I walked with my eyes closed.

“This way, this way, good. I won't let you trip.”

“Are we nearly at the greenhouse?”

“Almost.”

“Is the moon still out.”

“Yes.”

“Is anyone else around?”

“No. Nobody I can see, except two men.”

“Where are they?”

“Some place far away, walking their dogs. Off by the edge of the park. They each have a dog. One small dog is white, with short legs and short fur, one big dog is brown with curls.”

“Thank you.”

“You are welcome. Is there something else you would like to see?”

“No.”

“Are you sure? You could see a lot through my eyes. The trees are casting dark precise shadows.”

“What happens when we reach the greenhouse?”

“Nothing.”

“Nothing?”

“I then close my eyes, Darkest Miriam, and it's your turn to lead me.”

“Where to?”

“Home.”

“You don't have a home, Janko.”

“Don't I?”

“No.”

“What about my apartment?”

“No.”

“And my paintings?”

“They are the closest thing you have to a home.”

“What if I have children? Where will they live?”

“You won't have children.”

“I won't? You are deciding I won't have children? But I want to have children.”

“I don't see you having any.”

“You mean you don't want me to have any? Is that what you mean?”

“I haven't any idea if I want you to or not. I'm saying what I see when I close my eyes.”

“Open your eyes.”

“Have we reached the greenhouse?”

“No.”

“Then why should I open them?”

“Open them, Darkest Miriam.”

“No.”

“Do you want me to leave you here?”

“Are you afraid of what I'll see, if I keep my eyes closed?”

“Afraid. Afraid. Why are you always thinking about fear? Life is bigger than fear.”

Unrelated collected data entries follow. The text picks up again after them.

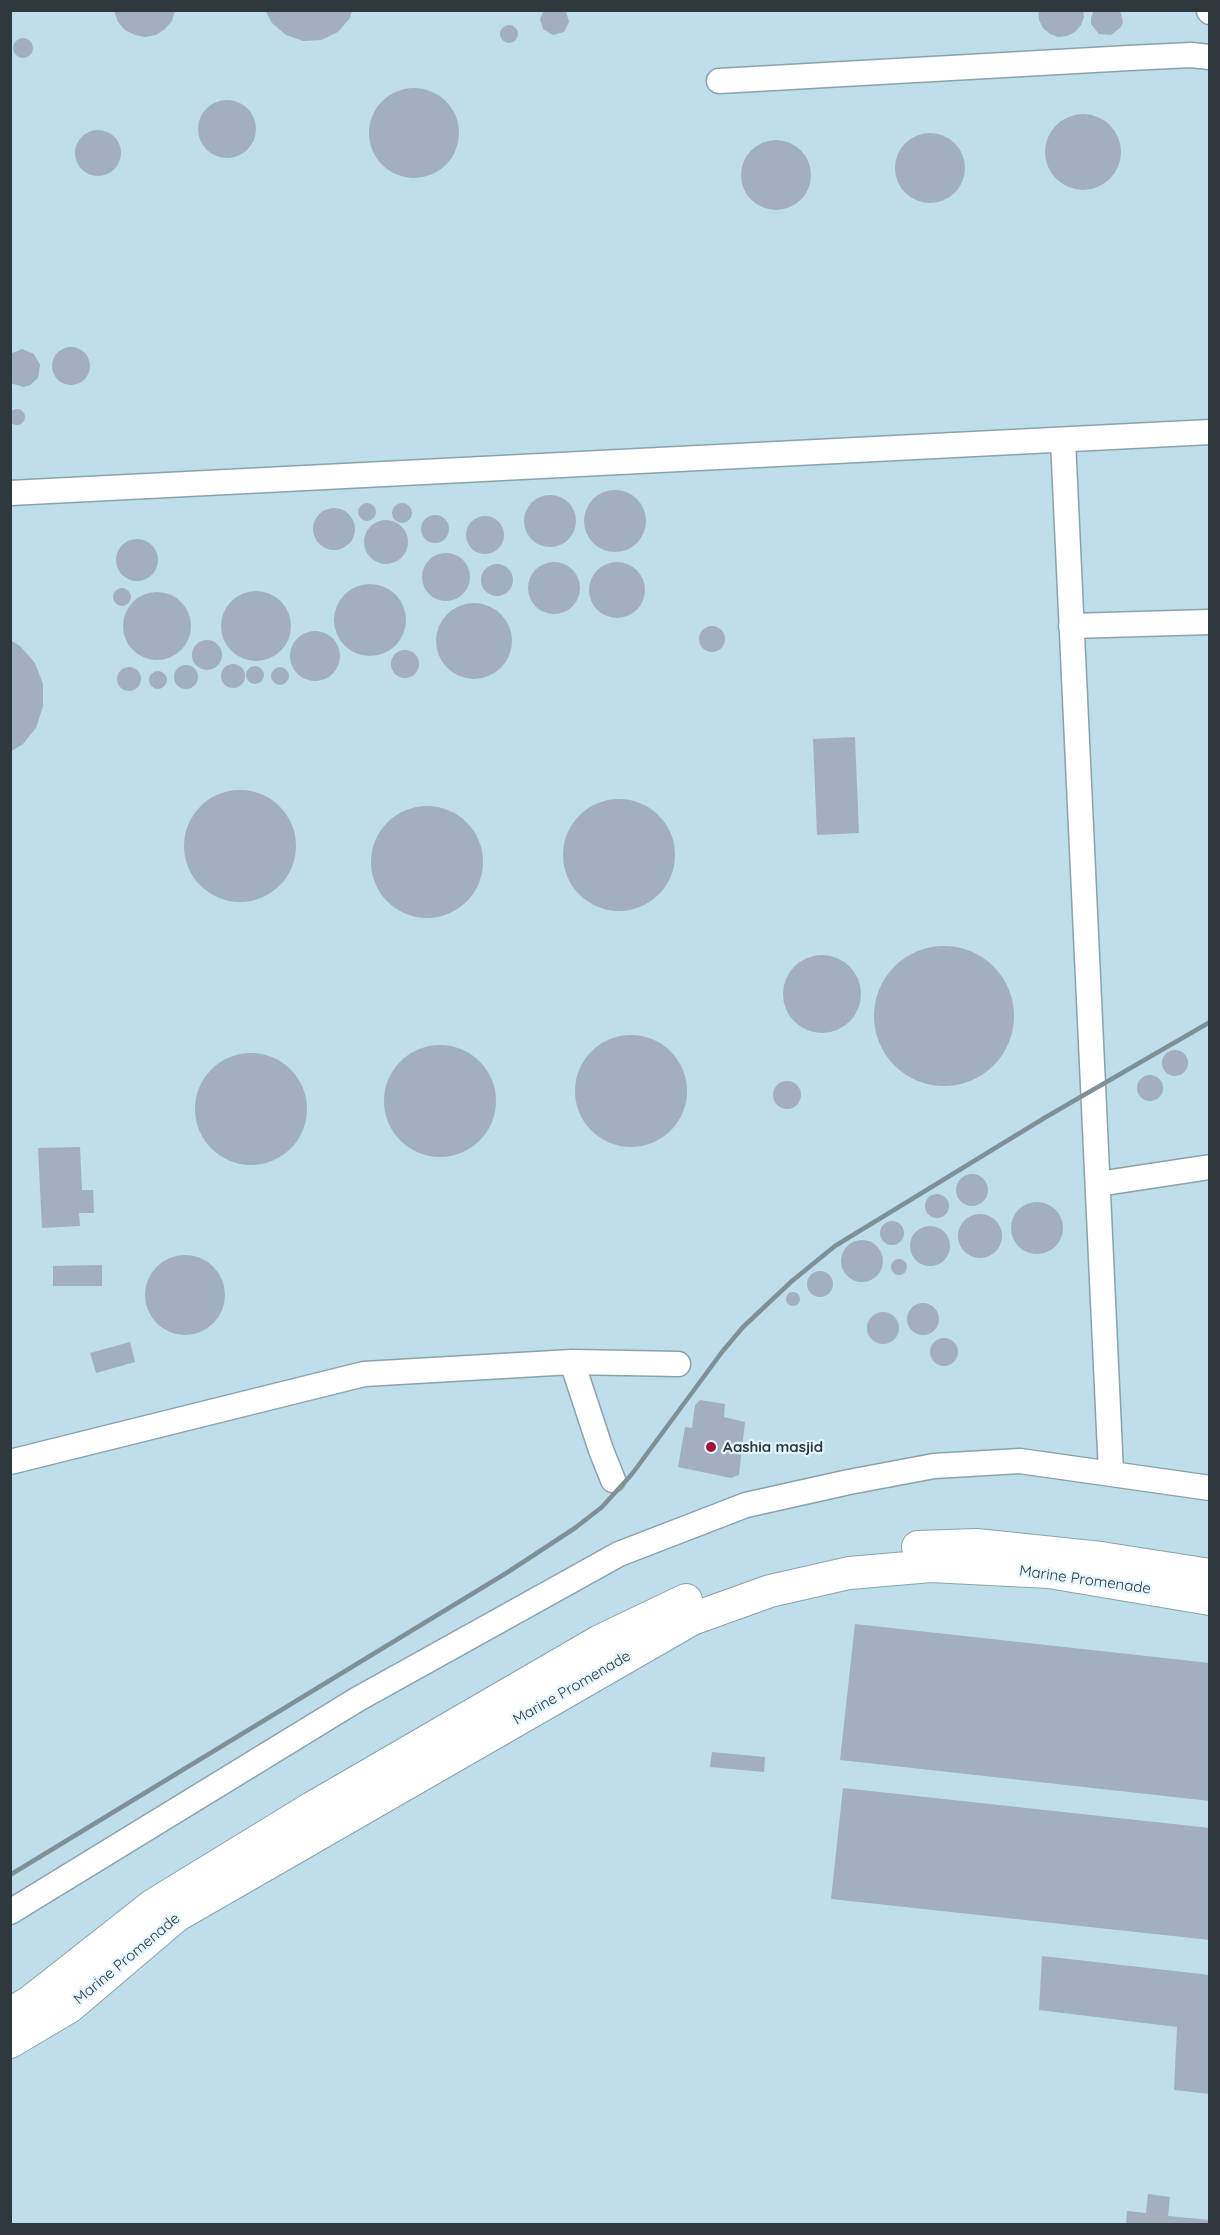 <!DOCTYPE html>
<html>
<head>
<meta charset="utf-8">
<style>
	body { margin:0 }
	#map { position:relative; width:1220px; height:2235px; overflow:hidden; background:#d1eaf4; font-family:Quicksand,sans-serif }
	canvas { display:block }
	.frame { position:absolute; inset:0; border:12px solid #2f393d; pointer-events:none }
</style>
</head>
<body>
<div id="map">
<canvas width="1220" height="2235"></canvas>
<div class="frame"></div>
</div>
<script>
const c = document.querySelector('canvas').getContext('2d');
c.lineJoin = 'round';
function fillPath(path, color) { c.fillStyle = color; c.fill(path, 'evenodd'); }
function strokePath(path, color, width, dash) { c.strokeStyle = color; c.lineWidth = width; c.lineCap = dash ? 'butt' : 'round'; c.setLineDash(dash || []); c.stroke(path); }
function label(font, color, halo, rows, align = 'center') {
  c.font = font + ' Quicksand,sans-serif'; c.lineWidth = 4.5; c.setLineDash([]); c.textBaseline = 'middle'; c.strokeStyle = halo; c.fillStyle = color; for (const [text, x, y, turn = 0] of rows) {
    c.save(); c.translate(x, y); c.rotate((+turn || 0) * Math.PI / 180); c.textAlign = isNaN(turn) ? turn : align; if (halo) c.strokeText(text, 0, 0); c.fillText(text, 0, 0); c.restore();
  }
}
const built = new Path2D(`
	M 11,11 L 1209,11 L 1209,2224 L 11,2224 Z`);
const building = new Path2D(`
	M 114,10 L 175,10 L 172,21 L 165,29 L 156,35 L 145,37 L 135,35 L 125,30 L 118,22 Z
	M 265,10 L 352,10 L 350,18 L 338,32 L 321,40 L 303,41 L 286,35 L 272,23 Z
	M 544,10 L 566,11 L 569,22 L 564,32 L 553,35 L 543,29 L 540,19 Z
	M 1038,10 L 1083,10 L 1084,17 L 1081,25 L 1075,32 L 1067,36 L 1058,37 L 1050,34 L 1043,28 L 1039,20 Z
	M 1094,10 L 1120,10 L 1123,22 L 1121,27 L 1111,35 L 1099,34 L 1091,24 L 1091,18 Z
	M500 34a9 9 0 1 1 18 0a9 9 0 1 1-18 0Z
	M13 48a10 10 0 1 1 20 0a10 10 0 1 1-20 0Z
	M369 133a45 45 0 1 1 90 0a45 45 0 1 1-90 0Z
	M198 129a29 29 0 1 1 58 0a29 29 0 1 1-58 0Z
	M1045 152a38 38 0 1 1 76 0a38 38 0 1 1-76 0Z
	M75 153a23 23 0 1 1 46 0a23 23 0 1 1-46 0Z
	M895 168a35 35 0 1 1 70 0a35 35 0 1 1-70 0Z
	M741 175a35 35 0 1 1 70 0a35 35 0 1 1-70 0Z
	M52 366a19 19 0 1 1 38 0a19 19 0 1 1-38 0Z
	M 22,349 L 34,354 L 40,365 L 38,378 L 30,385 L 24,387 L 10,383 L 10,354 Z
	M9 417a8 8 0 1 1 16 0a8 8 0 1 1-16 0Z
	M584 521a31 31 0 1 1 62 0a31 31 0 1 1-62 0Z
	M524 521a26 26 0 1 1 52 0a26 26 0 1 1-52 0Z
	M392 513a10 10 0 1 1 20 0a10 10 0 1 1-20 0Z
	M358 512a9 9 0 1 1 18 0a9 9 0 1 1-18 0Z
	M313 529a21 21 0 1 1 42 0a21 21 0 1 1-42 0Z
	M421 529a14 14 0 1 1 28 0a14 14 0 1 1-28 0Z
	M466 535a19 19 0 1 1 38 0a19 19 0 1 1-38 0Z
	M364 542a22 22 0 1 1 44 0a22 22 0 1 1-44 0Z
	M116 560a21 21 0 1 1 42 0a21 21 0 1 1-42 0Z
	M422 577a24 24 0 1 1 48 0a24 24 0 1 1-48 0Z
	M589 590a28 28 0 1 1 56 0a28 28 0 1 1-56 0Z
	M528 588a26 26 0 1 1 52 0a26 26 0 1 1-52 0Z
	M481 580a16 16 0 1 1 32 0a16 16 0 1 1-32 0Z
	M334 620a36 36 0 1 1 72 0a36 36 0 1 1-72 0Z
	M113 597a9 9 0 1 1 18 0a9 9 0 1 1-18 0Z
	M221 626a35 35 0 1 1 70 0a35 35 0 1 1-70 0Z
	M123 626a34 34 0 1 1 68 0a34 34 0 1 1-68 0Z
	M436 641a38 38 0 1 1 76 0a38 38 0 1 1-76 0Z
	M699 639a13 13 0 1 1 26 0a13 13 0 1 1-26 0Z
	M290 656a25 25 0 1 1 50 0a25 25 0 1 1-50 0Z
	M192 655a15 15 0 1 1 30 0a15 15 0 1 1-30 0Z
	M 10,640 L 20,646 L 35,663 L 43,684 L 43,706 L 36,728 L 23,744 L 10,752 Z
	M391 664a14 14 0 1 1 28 0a14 14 0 1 1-28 0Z
	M221 676a12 12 0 1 1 24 0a12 12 0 1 1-24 0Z
	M174 677a12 12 0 1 1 24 0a12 12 0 1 1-24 0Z
	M246 675a9 9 0 1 1 18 0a9 9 0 1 1-18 0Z
	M271 676a9 9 0 1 1 18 0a9 9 0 1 1-18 0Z
	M117 679a12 12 0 1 1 24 0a12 12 0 1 1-24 0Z
	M149 680a9 9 0 1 1 18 0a9 9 0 1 1-18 0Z
	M 855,737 L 859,833 L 817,835 L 813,739 Z
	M184 846a56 56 0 1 1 112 0a56 56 0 1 1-112 0Z
	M563 855a56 56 0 1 1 112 0a56 56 0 1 1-112 0Z
	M371 862a56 56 0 1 1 112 0a56 56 0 1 1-112 0Z
	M874 1016a70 70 0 1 1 140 0a70 70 0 1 1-140 0Z
	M783 994a39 39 0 1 1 78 0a39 39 0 1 1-78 0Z
	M575 1091a56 56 0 1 1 112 0a56 56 0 1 1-112 0Z
	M384 1101a56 56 0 1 1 112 0a56 56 0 1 1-112 0Z
	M1162 1063a13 13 0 1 1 26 0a13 13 0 1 1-26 0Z
	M195 1109a56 56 0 1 1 112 0a56 56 0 1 1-112 0Z
	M1137 1088a13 13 0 1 1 26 0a13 13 0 1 1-26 0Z
	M773 1095a14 14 0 1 1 28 0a14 14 0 1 1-28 0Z
	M 80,1147 L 82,1190 L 93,1190 L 94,1213 L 79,1213 L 80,1226 L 42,1228 L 38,1148 Z
	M956 1190a16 16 0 1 1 32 0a16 16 0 1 1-32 0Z
	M925 1206a12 12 0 1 1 24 0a12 12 0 1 1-24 0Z
	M1011 1228a26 26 0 1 1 52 0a26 26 0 1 1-52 0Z
	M958 1236a22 22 0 1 1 44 0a22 22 0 1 1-44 0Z
	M880 1233a12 12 0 1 1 24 0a12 12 0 1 1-24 0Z
	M910 1246a20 20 0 1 1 40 0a20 20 0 1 1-40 0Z
	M841 1261a21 21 0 1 1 42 0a21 21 0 1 1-42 0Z
	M145 1295a40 40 0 1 1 80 0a40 40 0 1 1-80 0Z
	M891 1267a8 8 0 1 1 16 0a8 8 0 1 1-16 0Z
	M 102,1265 L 102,1286 L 53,1286 L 53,1266 Z
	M807 1284a13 13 0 1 1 26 0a13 13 0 1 1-26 0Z
	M786 1299a7 7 0 1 1 14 0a7 7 0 1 1-14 0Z
	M907 1319a16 16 0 1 1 32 0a16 16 0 1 1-32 0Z
	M867 1328a16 16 0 1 1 32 0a16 16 0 1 1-32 0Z
	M930 1352a14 14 0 1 1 28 0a14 14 0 1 1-28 0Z
	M 130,1342 L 135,1362 L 96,1373 L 90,1353 Z
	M 700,1400 L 725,1404 L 724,1417 L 745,1422 L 739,1475 L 731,1478 L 678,1467 L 685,1427 L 692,1428 L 695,1405 Z
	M 855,1624 L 1210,1663 L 1210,1801 L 840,1760 Z
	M 712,1752 L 765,1757 L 764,1772 L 710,1767 Z
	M 843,1788 L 1210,1828 L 1210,1940 L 831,1899 Z
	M 1042,1956 L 1210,1975 L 1210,2094 L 1174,2090 L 1177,2027 L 1039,2010 Z
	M 1148,2194 L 1170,2197 L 1168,2216 L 1210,2220 L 1210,2224 L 1126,2224 L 1127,2211 L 1146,2213 Z`);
const minor = new Path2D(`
	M 1209,11 L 1210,12
	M 719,81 L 1129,58 L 1191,55 L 1210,57
	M 1063,440 L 1111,1473
	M 10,493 L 1210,432
	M 1071,626 L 1210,622
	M 1098,1184 L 1210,1167
	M 572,1362 L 601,1450 L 613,1480
	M 10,1462 L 364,1374 L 572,1362 L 678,1364
	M 10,1912 L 358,1699 L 619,1554 L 746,1505 L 849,1482 L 934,1466 L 1020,1461 L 1210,1488`);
const major = new Path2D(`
	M 918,1547 L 976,1545 L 1101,1558 L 1210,1575
	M 10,2014 L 30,2002 L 152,1906 L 312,1808 L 600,1641 L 686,1600
	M 10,2042 L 69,2007 L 176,1916 L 692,1619 L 770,1591 L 849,1573 L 931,1566 L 1049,1572 L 1210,1599`);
const rail = new Path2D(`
	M 10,1875 L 508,1572 L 575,1528 L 602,1507 L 632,1474 L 722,1352 L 743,1327 L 792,1281 L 835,1246 L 1046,1117 L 1210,1022`);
const markers = [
	[711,1447,6,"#a8113b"]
];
const poiNames = [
	["Aashia masjid",723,1447]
];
const streetNames = [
	["Marine Promenade",1085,1580,8],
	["Marine Promenade",572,1688,-30],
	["Marine Promenade",127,1959,-40]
];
fillPath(built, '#bddeea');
fillPath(building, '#a2afc1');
strokePath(minor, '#8ba2ac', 27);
strokePath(major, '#8ba2ac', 34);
strokePath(minor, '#fff', 24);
strokePath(major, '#fff', 32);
strokePath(rail, '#7f9097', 4.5);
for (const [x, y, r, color] of markers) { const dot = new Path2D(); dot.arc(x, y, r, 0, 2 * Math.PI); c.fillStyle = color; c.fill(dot); strokePath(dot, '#e3f6ff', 2); }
label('bold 15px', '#2f393d', '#e3f6ff', poiNames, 'left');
label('15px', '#2f393d', '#e3f6ff', streetNames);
</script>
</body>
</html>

“Are you afraid of what I'll see if I keep them closed?”

“Yes.”

“Yes?”

“I am afraid of what you will see if you keep your eyes closed.”

“Then I'll open them.”

“Thank you.”

“They're open now.”

“Good. I see that they are. And you see, we are not far from the greenhouse.”

“It doesn't matter anymore, Janko.”

“You are disappointed?”

“The moon is gone.”

“It will come back.”

“I was only imagining.”

“You said that I won't have any children. It sounded like a curse. You didn't mean to curse me, but that is how it sounded.”

“I said what I saw, what I saw with my eyes shut. Not what I wanted to see.”

“Don't close your eyes again.”

“Not even to sleep?”

“For sleep, you are allowed to close them, but not to predict my future.”

“I'm sorry, Janko.”

“Is it true that you don't care if I ever have children or not, Darkest Miriam?”

“I don't know.”

“I want children. One day I want to be a father. I want you to be the mother of my children, of our children.”

“How do you know I'll be a good mother?”

“You will be a good mother.”

“Close your eyes, Janko. It's your turn to close your eyes.”

“Where are we going?”

“Home.”

INCIDENT REPORT 119

When I was a young child and rode on my father's shoulders, the view was excellent, though it swayed. I kept my eye on the shifting horizon, while he kicked small stones out of our path.

INCIDENT REPORT 120

“The Doctor next morning was rubbing his hands, and saying, ‘There's nobody quite understands these cases like I do! The cure has begun! How fresh the chrysanthemums look in the sun!' The Dormouse lay happy, his eyes were so tight he could see no chrysanthemums, yellow or white, and all that he felt at the back of his head were delphiniums (blue) and geraniums (red).”